三つ。ムーリアス国内の大学への復学を禁止する」


ロイは眉間に皺を寄せる。会場は静まり返ったままだが、全員が胸中の思いを吐き出せずにいる。


「やりすぎでしょ」


ユーリが辛うじて呟いた。その通り、暴挙である。

1つ目は委員会での実現は容易だろう。許可しないだけであり、ウィリアム・オーニヤンの実例もある。

しかし2つ目は大学に関する事情であり、3つ目は司法の域と言っても過言ではない。

 少しずつ観客は沈黙を破り、ざわつき始める。その暴挙に及ぶだけの自信があるという事実に、マリアは慄いた。事前に建てた作戦が不安になるほどに。

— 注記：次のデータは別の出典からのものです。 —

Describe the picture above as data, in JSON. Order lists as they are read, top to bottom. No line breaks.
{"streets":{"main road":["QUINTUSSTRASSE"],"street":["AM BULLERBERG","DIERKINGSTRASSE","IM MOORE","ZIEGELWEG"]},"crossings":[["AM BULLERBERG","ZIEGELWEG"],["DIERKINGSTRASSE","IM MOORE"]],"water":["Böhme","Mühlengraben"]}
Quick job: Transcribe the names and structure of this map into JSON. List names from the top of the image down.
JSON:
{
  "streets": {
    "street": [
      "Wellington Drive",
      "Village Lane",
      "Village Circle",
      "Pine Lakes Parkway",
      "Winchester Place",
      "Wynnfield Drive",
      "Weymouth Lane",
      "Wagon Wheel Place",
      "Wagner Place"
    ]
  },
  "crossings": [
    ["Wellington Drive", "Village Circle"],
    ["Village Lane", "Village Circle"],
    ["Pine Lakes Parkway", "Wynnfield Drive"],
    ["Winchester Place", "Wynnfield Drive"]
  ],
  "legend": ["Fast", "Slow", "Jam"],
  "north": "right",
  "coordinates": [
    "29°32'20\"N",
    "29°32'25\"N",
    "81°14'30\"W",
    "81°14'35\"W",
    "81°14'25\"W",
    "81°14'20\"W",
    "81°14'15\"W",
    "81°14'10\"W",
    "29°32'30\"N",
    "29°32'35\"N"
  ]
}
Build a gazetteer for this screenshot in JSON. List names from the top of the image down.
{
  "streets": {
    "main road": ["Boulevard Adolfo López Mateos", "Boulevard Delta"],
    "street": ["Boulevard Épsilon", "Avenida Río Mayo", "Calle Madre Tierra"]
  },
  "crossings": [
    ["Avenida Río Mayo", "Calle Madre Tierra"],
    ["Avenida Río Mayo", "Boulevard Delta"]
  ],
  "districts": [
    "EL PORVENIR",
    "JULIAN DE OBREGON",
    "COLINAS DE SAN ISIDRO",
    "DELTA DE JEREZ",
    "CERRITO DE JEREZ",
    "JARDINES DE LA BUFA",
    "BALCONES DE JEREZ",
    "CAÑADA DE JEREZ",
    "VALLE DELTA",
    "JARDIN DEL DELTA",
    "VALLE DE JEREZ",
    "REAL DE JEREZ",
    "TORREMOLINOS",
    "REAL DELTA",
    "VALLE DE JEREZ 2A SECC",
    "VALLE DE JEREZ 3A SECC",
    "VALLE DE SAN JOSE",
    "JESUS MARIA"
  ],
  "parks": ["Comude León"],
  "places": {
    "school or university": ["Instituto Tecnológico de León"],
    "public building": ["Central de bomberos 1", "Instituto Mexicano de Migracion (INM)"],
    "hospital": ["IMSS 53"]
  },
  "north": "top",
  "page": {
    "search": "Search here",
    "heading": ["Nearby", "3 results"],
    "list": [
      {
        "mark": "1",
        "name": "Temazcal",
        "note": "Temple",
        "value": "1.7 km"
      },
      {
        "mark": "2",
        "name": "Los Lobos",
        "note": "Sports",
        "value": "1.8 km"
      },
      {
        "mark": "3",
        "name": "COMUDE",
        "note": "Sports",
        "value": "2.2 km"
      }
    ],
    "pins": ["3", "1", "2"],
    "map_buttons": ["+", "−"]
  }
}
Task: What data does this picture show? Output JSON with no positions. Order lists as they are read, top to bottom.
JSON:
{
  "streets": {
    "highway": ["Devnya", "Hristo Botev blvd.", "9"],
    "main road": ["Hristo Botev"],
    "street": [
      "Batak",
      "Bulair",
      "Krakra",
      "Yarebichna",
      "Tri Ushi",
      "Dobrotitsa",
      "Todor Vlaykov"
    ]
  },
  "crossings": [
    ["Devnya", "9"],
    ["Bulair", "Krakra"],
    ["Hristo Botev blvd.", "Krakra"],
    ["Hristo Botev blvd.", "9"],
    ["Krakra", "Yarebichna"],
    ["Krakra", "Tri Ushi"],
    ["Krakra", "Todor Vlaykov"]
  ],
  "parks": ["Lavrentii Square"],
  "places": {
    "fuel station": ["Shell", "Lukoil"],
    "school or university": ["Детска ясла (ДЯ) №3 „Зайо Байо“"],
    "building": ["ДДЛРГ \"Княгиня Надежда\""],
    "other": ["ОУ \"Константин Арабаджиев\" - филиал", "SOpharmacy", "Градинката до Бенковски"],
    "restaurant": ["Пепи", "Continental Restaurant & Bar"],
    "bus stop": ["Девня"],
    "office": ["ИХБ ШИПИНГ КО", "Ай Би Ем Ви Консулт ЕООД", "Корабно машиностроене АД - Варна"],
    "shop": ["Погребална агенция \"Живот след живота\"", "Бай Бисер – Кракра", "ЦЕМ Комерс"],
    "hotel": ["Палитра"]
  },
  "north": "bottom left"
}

 会場のざわめきが大きくなり始めたとき、大きな破裂音が響いた。委員長が手を叩いたのだが、からくりがあるだろうと勘繰るほどには大きな音だ。

そして息を大きく吸い込む。


「受諾した!我らムーリアリア委員会は、勇あるものの偉大な勝利に報いるため、人の身で叶うものは全て叶える!」


観衆は黙りこくったまま拍手を送った。これがただの称賛でないことは明らかだ。ロイの名誉が光り輝く名声であるならば、ジョージのそれは静かに佇む畏怖だろう。

両者の双肩に背負われたものは、似て非なるものだ。


この一連の出来事は後に、ムーリアリアの座を懸けた戦いとしては最も波乱のあるものとして、語られることになった。